Bürgerbeteiligung mit Erfolg

Ralf Barkey, der Vorstandsvorsitzende des Rheinisch-Westfälischen Genossenschaftsverbandes (RWGV) fordert einen „diskriminierungsfreien Raum“ und Chancengleichheit für Energiegenossenschaften auf dem Energieerzeugungsmarkt. Möglichkeiten wären für ihn erleichterte Genehmigungsverfahren oder die Unterstützung von Genossenschaften bei Machbarkeitsstudien. Aus Barkeys Sicht sind Energiegenossenschaften ein Garant für das Gelingen des Umstiegs auf erneuerbare Energien: „Die Energiewende sollte stärker auf Bürgerbeteiligung setzen. Die Bürger müssen die Projekte mittragen, sonst kommt es zu Widerstand“, erklärt der Jurist mit Blick auf Bürgerinitiativen und Klagen Ökostromanlagen in der Nähe von Wohngebieten.

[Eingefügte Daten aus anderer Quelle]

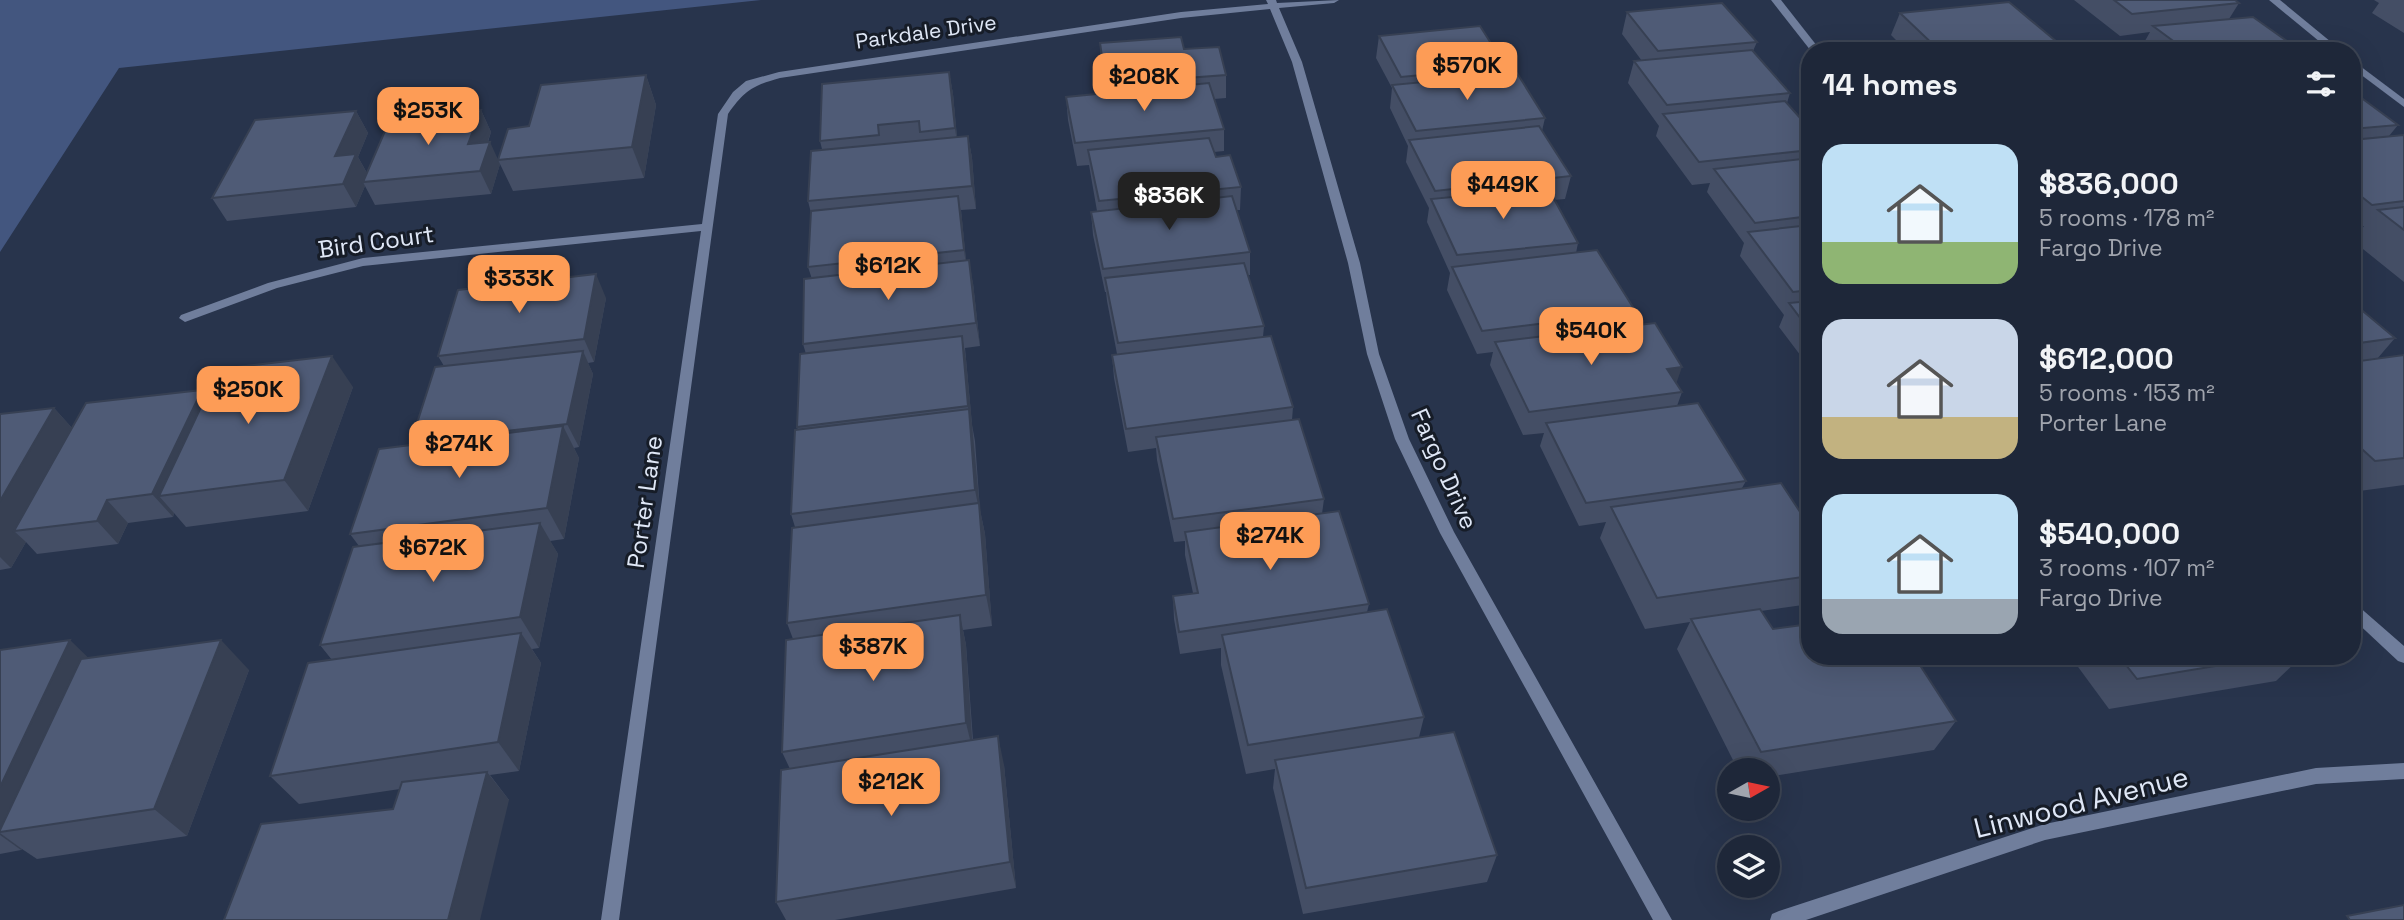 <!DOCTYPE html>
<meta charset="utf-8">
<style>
:root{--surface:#1e2739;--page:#2b3344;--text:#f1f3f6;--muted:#a1a5ae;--line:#3c4453;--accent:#fd9c56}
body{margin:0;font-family:"Space Grotesk",sans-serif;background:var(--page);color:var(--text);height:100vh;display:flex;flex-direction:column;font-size:26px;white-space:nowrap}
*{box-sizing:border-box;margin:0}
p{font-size:23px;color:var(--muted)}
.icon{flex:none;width:38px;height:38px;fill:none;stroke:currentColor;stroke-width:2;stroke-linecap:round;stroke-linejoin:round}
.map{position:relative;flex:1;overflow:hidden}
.panel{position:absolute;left:1801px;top:42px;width:560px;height:623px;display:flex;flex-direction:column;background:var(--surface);border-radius:28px;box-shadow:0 7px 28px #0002,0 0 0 2px var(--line)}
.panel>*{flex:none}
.needle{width:46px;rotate:81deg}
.controls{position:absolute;left:1717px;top:758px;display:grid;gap:14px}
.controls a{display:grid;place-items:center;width:63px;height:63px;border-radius:50%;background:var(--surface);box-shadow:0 7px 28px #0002,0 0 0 2px var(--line);font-size:35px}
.price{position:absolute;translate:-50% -60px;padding:0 16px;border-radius:14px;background:var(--accent);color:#111;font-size:23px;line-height:46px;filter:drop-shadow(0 2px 4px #0008)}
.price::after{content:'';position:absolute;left:50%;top:42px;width:21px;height:16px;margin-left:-10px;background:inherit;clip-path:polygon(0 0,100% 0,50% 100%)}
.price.on{background:#222;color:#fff}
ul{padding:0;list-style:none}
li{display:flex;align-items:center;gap:21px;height:175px;padding:0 21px}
li span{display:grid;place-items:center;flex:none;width:196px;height:140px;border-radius:21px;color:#555}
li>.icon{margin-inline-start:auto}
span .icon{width:84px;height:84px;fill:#fffc;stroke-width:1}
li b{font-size:30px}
h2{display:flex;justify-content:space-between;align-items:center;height:84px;padding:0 21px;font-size:30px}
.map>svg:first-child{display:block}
.green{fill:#43567f}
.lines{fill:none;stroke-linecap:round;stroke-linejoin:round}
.minor{fill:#707e9c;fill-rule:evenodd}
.wall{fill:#444e65}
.shaded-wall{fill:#374053}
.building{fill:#4f5b76;stroke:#374053;stroke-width:2}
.labels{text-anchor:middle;stroke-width:6;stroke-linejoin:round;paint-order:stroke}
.far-street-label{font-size:21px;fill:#dfe7f6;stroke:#161c27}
.street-label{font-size:24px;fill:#dfe7f6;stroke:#161c27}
.near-street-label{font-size:28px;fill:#dfe7f6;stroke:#161c27}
</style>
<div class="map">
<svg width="2404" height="920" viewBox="0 0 2404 920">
<rect width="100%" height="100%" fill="#28344c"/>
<path class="green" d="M0,0h761l-642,68 -119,184z"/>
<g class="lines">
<g class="minor">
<path d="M1266,0h10l1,3 62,-3 -5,3 -55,5 23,54 58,201 19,91 30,85 45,93 218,388h-19l-213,-387 -45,-94 -28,-85 -19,-91 -56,-201 -22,-53 -89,9 -401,60c-28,8 -35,12 -52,36l-109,806h-18l100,-689 -338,35 -86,22 -92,34 -6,-4 2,-3 87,-32 95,-25 339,-34 16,-110 15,-22 13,-11 33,-9 402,-60 87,-8z"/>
<path d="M1771,0h10l40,51h-10z"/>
<path d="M2269,0h11l62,51h-11z"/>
<path d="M2352,60l52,39v8l-52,-39z"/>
<path d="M2352,603l5,2 47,41v17l-6,-2 -46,-43z"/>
<path d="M2404,763v16l-88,5 -271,56 -239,80h-36l2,-6 7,-3 266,-87 271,-56z"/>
</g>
</g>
<g class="wall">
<path d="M2074,0h161l4,3 -10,16 72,32h-156l-4,-3 9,-16 -30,4z"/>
<path d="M2374,0h30v33l-32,-20 7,-10z"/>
<path d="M1627,12l130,30 -4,9 37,42 -3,10 23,26v239l-31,-41 5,-12 -44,-59 4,-13 -37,-51 3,-9 -18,2 -36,-49 3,-10 -31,-43 6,-22h8l-20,-27z"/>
<path d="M1900,13l163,34 -2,4h-154l-16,-16z"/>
<path d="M1379,36l127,31 -2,8 41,43 -3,13 29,45 -6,23 -11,1 24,43 -2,10 60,59 -4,14 50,66 -5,14 69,75 -4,7 68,39v77l-49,7 12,18 183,92 -22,29 -166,27v-7h-30l-61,-121 13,-27 -45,7 -45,-91 6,-16 -27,4 -39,-80 4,-13 -21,2 -33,-70 3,-13 -16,2 -30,-64 3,-17 -23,-51 2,-14 -23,-46 2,-16 -18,-38 2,-20 -16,-30z"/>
<path d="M1100,43l84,6 42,26v23l-12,1 10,30v22l-10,1 2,5 25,30 -1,23h-4l14,42v23h-2l16,51 -1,11 30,70 -1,13 32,79 -2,15 47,90 -2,8 57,105 -5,20 78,118 -10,27 -184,32 -30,-126 2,-19 -29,5 -25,-109v-17l-41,6 -6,-35 -1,-23 20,-3 -8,-38v-14l-11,1 -17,-82 -1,-12 -28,4 -14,-74 -2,-23 5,-1 -10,-53 -1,-9h-1l-12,-57 -2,-23 6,-1 -8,-46 -12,1 -9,-46 -2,-23 39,-3 -4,-29z"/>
<path d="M949,72l4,22 4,43 11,-1 4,22 4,51 -15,1 5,50 7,23 7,63 -15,2 7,77 3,16 5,69 5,24 7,92 -29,4 3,15 7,95 31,25 12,123 -181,32h-49l-10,-18 14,-133 -8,-17 11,-113 -6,-16 8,-96 -4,-13 7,-84 -1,-3 9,-73 -3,-10 9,-65 -4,-12 3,-54 -3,-12 14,-52 -2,-8z"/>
<path d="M646,75l10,30 -12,73 -131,13 -13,-27 -9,30 -116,11 -10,-19 -9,21 -129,14 -15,-23 144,-87 12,22 -10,24 9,16 114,-63 10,22 -3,10 10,18 31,-34z"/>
<path d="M2352,91l46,34 -9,11 15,-1v147l-51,-41 11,-15 -10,2 -2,-2z"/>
<path d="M606,298l-12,64 -6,1 5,11 -14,73 -5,1 5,10 -15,81 -14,2 8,13 -19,94 -7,1 9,14 -22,108 -29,4 19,25 -116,9 7,-20 -101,15 -29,-28 62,-116 -12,-15 39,-99 -9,-12 62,-89 -1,-3 33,-76 -6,-10z"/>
<path d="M2352,302l43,36 -18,21 27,-4v130l-52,7z"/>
<path d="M353,387l-45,124 -122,16 -12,-14 -1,4 -45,6 -10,21 -81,10 -11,-12 -15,26 -11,2v-156l54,-6 18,20 134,-33z"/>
<path d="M0,650l89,8 160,12 -62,166 -150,23 -15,-10 -1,1 -21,4z"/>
<path d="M2070,656h232l-26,25 -167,28z"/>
</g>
<g class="shaded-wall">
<path d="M949,72l4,22 5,57 -3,-23z"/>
<path d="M646,75l10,30 -12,73 -12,-31z"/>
<path d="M481,110l10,22 -12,34 -11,-22z"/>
<path d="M356,111l12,22 -10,24 11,20 -6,5 2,4 -9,21 -13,-23 -8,-28z"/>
<path d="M968,136l4,22 4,51 -4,-23z"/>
<path d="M490,142l10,22 -9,30 -11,-23z"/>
<path d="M958,196l4,23 5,54 -3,-23z"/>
<path d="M969,260l4,23 7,63 -4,-23z"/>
<path d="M596,274l10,24 -12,64 -10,-23z"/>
<path d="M962,336l4,23 14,151 5,24 7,92 -6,-31 -6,-80 -5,-25z"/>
<path d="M583,351l10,23 -14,73 -12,-23z"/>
<path d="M332,356l21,31 -45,124 -24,-31z"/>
<path d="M1682,367l-8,23 -7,-21z"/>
<path d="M202,390l18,23 -61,83 15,17 -1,4 -21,-23z"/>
<path d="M54,408l28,31 -68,92 12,11 -15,26 -11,-11v-56z"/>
<path d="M563,426l16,32 -15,81 -17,-31z"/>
<path d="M107,500l21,23 -10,21 -21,-23z"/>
<path d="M540,523l18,31 -19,94 -19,-31z"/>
<path d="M960,615l6,30 7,107 -7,-29z"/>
<path d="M521,633l20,30 -22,108 -21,-29z"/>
<path d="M70,640l32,31 -102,161v-45z"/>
<path d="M221,640l28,30 -62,166 -33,-27z"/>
<path d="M998,736l6,29 12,123 -6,-26z"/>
<path d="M487,772l22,28 -29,120h-32z"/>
<path d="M0,833l22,16 -1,1 -21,-15z"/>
</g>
<g class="building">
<path d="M2114,0h121l4,3 -107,11z"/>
<path d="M2009,2l54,45 -40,4h-83l-40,-38z"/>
<path d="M1722,3l35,39 -99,9 -31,-39z"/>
<path d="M2253,17l48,34h-133l-8,-6 16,-2 -23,-17z"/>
<path d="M1480,26l26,41 -105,10 -22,-41z"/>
<path d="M1181,37l3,12 35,-2 7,28 -120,9 -6,-41z"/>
<path d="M1752,50l38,43 -123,12 -33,-44z"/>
<path d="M949,72l6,56 -35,4 -1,-11 -41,4 1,10 -59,6 2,-57z"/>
<path d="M1517,73l28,45 -129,13 -24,-46z"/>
<path d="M646,75l-14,72 -134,13 10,-31 21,-3 12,-41z"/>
<path d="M1209,83l15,46 -149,14 -9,-46z"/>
<path d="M2352,91l46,34 -46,4z"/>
<path d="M1785,101l25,28v21l-111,12 -36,-48z"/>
<path d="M481,110l-13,34 22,-2 -10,29 -117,11 28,-65z"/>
<path d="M356,111l-21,45 21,-2 -13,30 -131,14 43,-78z"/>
<path d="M1539,126l32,50 -136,15 -26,-51z"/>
<path d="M2404,135v66l-32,4 -20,-16v-49z"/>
<path d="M968,136l4,50 -164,15 3,-50z"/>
<path d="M1209,138l7,19 14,-2 11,32 -142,14 -11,-51z"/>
<path d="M1810,158v58l-55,7 -41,-54z"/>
<path d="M1548,188l30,55 -121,12 -26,-56z"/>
<path d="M958,196l6,54 -156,17 3,-56z"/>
<path d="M1232,196l18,56 -147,17 -12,-57z"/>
<path d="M2404,207v23l-26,-20z"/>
<path d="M1810,225v65l-17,2 -45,-60z"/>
<path d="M1597,250l39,62 -154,19 -30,-64z"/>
<path d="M969,260l7,63 -173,21 1,-65z"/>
<path d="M1244,263l20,63 -146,17 -13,-65z"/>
<path d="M596,274l-12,65 -146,17 20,-66z"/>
<path d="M1810,301v30l-21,-28z"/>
<path d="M2352,302l43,36 -43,6z"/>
<path d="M1655,323l27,44 -15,2 15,23 -153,20 -34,-70z"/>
<path d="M962,336l6,70 -171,21 3,-73z"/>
<path d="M1271,336l22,71 -167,22 -14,-74z"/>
<path d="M583,351l-16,73 -156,18 24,-75z"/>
<path d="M2404,355v103l-29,3 -23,-21v-78z"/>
<path d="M332,356l-48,124 -125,16 60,-127z"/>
<path d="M202,390l-50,104 -45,6 -10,21 -83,10 72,-128z"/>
<path d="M1698,403l48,78 -160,22 -40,-80z"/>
<path d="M54,408l-54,93v-87z"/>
<path d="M969,409l6,81 -184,24 4,-84z"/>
<path d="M1299,419l25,80 -151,20 -17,-82z"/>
<path d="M563,426l-16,82 -197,26 29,-85z"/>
<path d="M1781,483l29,44v49l-153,22 -46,-91z"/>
<path d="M979,503l7,92 -199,28 5,-95z"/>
<path d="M1339,511l30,93 -190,28 -6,-36 25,-3 -13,-61z"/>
<path d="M540,523l-20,94 -200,28 33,-98z"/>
<path d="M1387,609l37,108 -176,28 -26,-110z"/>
<path d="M1760,609l13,20 37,-5v32h104l42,65 -195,31 -70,-133z"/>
<path d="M960,615l6,108 -184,29 4,-112z"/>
<path d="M521,633l-23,109 -228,34 38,-113z"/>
<path d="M70,640l-70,147v-137z"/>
<path d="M221,640l-67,169 -154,23v-2l81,-171z"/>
<path d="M2119,656h157l-139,23z"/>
<path d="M1454,732l43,123 -191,33 -31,-128z"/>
<path d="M998,736l12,126 -234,40 5,-132z"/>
<path d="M487,772l-39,148h-224l37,-96 132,-15 9,-27z"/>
<path d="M2404,905v15h-54l-3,-4z"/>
</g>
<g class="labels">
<g class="far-street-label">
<text transform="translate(926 32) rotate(-8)" y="7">Parkdale Drive</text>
</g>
<g class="street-label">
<text transform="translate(376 242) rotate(-8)" y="8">Bird Court</text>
<text transform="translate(1444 469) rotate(66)" y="8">Fargo Drive</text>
<text transform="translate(645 502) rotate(-82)" y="8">Porter Lane</text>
</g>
<g class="near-street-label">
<text transform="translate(2081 802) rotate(-14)" y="10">Linwood Avenue</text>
</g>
</g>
</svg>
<div class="controls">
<a><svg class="needle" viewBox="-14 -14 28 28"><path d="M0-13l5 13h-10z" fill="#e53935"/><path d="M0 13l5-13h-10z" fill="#a1a5ae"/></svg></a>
<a><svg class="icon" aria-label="layers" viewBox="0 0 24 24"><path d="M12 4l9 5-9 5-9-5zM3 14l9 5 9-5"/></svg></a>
</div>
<b class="price" style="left:1467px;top:102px">$570K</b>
<b class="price" style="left:1144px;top:113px">$208K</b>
<b class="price" style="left:428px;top:147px">$253K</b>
<b class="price" style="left:1503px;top:221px">$449K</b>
<b class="price on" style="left:1169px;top:232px">$836K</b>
<b class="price" style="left:888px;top:302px">$612K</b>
<b class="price" style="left:519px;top:315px">$333K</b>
<b class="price" style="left:1591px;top:367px">$540K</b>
<b class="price" style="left:248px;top:426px">$250K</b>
<b class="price" style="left:459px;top:480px">$274K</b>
<b class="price" style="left:1270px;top:572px">$274K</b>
<b class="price" style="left:433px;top:584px">$672K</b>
<b class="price" style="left:873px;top:683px">$387K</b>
<b class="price" style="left:891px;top:818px">$212K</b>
<section class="panel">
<h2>14 homes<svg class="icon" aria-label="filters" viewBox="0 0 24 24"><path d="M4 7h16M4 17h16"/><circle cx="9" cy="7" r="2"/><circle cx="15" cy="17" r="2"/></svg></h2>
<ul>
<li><span style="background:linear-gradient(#bfe0f5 70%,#8fb573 0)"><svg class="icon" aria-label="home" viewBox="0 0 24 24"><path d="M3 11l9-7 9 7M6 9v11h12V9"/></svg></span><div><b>$836,000</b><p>5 rooms · 178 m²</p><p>Fargo Drive</p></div></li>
<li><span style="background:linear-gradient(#c9d6e8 70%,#c2b280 0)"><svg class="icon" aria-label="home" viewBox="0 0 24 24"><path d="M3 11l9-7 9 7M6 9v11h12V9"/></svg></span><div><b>$612,000</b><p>5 rooms · 153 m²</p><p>Porter Lane</p></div></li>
<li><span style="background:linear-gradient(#bfe0f5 75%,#9aa5b1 0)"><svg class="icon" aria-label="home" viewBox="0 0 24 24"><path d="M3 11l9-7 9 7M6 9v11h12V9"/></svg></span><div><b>$540,000</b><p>3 rooms · 107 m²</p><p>Fargo Drive</p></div></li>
</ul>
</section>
</div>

Trotz der neuen Herausforderungen durch die Politik will das Bündnis Bürgerenergie (BBEn) die „Demokratisierung der Energiewirtschaft“ weiter vorantreiben. „Wir werden trotz starkem politischen Gegenwind am Konzept einer dezentralen Energiewende festhalten“, sagt BBEn-Aufsichtsratschef Dietmar von Blittersdorff. Seit der Verabschiedung des Erneuerbaren-Energien-Gesetzes vor 15 Jahren haben Privatleute, Genossenschaften und andere Bürgergruppen rund 1,2 Millionen Solaranlagen und 4000 Windräder finanziert. Jede zweite Kilowattstunde deutschen Ökostroms stammt aus den Anlagen unter Beteiligung von Energiegenossen, die im Schnitt jeweils 3300 Euro investiert haben.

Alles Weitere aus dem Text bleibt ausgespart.